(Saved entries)

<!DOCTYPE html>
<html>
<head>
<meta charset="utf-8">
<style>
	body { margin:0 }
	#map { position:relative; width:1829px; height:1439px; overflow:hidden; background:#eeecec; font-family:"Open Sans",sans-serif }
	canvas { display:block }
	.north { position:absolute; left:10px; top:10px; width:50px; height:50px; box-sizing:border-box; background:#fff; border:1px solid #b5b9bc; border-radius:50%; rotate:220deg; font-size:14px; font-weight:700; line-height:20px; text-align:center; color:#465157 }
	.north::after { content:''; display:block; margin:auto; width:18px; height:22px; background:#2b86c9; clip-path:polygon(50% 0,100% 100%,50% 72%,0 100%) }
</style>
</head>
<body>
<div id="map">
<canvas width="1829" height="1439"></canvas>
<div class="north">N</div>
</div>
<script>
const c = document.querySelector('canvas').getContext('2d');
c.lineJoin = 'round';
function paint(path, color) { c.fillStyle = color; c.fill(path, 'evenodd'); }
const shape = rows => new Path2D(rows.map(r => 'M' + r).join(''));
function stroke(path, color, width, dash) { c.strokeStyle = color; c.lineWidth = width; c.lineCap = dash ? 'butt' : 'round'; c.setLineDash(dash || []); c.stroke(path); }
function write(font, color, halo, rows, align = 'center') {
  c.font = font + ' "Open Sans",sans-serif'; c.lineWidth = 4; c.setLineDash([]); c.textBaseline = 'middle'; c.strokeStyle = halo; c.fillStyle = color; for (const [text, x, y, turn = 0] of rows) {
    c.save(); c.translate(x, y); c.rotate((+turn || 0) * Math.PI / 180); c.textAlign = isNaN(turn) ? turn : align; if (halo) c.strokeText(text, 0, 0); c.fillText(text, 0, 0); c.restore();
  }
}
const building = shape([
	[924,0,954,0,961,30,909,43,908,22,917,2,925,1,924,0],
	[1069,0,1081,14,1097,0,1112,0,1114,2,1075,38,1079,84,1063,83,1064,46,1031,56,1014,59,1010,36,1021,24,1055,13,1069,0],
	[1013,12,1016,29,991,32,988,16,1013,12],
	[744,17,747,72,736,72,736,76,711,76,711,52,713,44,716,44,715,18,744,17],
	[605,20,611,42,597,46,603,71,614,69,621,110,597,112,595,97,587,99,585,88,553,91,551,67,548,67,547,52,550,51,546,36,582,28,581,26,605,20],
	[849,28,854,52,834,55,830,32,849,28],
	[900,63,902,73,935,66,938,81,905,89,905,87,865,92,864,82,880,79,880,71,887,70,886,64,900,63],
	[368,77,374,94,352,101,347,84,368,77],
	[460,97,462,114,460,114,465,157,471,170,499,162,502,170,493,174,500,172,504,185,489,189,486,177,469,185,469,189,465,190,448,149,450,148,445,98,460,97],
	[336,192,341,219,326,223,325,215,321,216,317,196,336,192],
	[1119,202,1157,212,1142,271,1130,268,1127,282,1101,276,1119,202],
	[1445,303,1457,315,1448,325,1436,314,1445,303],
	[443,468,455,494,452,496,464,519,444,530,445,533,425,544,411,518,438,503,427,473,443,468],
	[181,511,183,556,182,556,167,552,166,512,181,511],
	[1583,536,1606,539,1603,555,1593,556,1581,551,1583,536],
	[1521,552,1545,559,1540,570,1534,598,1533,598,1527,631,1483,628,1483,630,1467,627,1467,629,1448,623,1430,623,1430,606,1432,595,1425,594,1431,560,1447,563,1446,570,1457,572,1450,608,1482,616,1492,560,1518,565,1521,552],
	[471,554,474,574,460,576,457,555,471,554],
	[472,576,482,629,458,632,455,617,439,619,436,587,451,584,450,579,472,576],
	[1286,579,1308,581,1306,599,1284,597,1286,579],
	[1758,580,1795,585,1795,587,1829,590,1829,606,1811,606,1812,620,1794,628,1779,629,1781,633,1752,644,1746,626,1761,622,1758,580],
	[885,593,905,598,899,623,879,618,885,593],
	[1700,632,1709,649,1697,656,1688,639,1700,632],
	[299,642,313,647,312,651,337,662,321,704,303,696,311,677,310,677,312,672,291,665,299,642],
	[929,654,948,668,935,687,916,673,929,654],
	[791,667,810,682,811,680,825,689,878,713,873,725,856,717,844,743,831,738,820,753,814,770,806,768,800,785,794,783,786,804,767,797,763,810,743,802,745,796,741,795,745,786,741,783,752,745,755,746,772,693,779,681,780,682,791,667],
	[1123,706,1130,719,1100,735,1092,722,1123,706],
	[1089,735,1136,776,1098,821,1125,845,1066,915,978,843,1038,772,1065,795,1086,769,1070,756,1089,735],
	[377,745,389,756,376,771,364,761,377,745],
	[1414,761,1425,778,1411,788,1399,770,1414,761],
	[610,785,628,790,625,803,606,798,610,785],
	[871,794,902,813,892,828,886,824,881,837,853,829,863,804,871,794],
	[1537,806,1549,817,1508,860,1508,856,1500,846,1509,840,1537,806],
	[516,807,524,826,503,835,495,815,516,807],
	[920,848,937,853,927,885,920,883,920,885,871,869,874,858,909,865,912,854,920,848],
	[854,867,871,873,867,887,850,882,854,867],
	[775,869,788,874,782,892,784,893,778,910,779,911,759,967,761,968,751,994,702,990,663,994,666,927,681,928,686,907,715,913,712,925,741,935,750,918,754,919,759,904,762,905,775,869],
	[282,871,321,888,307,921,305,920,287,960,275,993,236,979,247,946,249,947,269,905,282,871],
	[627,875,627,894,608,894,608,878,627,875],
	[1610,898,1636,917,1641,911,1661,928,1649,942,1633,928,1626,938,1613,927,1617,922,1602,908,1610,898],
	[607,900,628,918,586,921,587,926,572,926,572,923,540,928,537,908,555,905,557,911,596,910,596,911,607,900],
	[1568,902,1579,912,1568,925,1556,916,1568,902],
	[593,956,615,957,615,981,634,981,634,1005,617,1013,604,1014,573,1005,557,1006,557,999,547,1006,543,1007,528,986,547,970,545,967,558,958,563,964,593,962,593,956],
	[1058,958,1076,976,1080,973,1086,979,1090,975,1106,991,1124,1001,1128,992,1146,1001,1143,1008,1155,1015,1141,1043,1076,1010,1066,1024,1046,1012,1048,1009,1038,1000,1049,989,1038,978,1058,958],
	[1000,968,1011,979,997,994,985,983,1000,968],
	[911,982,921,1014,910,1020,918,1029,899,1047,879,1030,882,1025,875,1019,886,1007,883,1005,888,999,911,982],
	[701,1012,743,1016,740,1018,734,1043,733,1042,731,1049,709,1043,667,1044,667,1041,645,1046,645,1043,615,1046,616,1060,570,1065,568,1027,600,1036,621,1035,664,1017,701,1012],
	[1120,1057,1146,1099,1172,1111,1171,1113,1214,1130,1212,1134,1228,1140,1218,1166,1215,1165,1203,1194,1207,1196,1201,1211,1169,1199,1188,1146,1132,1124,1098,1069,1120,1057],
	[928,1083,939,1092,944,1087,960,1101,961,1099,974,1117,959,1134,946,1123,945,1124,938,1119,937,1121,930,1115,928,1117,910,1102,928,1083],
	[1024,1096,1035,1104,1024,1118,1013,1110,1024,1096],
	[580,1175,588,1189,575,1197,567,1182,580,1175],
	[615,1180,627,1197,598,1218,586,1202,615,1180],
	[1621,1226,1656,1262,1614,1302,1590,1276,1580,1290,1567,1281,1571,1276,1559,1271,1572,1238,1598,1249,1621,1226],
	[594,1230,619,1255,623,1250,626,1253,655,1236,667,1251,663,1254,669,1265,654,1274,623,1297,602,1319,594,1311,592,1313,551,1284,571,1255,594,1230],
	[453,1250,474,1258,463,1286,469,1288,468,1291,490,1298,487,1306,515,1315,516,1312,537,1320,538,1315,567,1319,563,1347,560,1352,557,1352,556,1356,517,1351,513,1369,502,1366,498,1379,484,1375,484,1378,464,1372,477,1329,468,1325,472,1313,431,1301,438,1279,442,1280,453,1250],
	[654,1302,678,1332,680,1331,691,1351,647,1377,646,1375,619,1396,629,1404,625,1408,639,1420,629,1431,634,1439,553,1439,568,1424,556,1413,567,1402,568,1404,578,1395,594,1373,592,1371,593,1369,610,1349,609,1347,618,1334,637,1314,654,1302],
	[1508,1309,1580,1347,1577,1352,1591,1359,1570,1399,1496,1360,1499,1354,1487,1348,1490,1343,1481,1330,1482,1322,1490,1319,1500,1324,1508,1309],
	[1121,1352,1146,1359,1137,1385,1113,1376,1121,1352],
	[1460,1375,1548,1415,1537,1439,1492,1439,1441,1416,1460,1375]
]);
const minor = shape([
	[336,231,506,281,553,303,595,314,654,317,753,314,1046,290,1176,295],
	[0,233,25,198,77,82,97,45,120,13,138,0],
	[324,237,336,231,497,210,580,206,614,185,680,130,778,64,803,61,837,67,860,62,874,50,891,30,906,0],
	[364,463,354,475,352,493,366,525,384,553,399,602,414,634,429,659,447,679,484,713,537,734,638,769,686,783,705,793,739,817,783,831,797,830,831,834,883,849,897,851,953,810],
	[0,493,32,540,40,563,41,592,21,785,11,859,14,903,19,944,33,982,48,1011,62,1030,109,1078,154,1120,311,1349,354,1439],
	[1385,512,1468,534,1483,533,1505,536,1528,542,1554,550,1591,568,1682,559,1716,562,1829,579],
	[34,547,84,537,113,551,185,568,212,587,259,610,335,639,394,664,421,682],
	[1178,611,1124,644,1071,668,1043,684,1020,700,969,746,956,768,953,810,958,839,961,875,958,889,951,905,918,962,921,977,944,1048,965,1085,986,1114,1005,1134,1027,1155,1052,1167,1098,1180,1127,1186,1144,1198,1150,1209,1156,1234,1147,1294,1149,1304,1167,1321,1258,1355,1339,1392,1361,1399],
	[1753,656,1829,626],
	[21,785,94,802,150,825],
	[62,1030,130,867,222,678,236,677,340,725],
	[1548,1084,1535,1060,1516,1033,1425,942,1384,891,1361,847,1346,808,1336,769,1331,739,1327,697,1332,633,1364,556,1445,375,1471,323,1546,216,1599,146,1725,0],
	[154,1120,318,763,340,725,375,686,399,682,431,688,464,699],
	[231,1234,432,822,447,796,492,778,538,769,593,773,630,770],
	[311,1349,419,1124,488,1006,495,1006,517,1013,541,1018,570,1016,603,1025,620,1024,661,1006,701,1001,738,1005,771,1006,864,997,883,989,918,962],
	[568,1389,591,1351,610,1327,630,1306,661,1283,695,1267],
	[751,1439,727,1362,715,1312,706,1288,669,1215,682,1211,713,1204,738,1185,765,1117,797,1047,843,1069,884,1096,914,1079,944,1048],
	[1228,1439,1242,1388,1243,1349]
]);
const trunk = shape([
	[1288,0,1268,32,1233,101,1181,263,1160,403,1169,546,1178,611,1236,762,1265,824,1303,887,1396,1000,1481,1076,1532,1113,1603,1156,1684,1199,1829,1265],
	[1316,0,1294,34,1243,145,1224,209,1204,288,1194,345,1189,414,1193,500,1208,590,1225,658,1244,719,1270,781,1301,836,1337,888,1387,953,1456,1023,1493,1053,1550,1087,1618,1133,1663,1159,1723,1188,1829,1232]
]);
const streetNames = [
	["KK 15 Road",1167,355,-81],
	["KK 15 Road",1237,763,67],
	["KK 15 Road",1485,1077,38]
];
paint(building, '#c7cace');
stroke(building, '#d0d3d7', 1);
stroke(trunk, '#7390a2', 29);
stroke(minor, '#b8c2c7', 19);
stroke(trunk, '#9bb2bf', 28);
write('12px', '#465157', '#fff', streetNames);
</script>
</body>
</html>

■ ASSIGNMENT ■
Across the records above, count the lines holding "Sans" and write down only that count.

■ ANSWER TO THIS TASK ■
2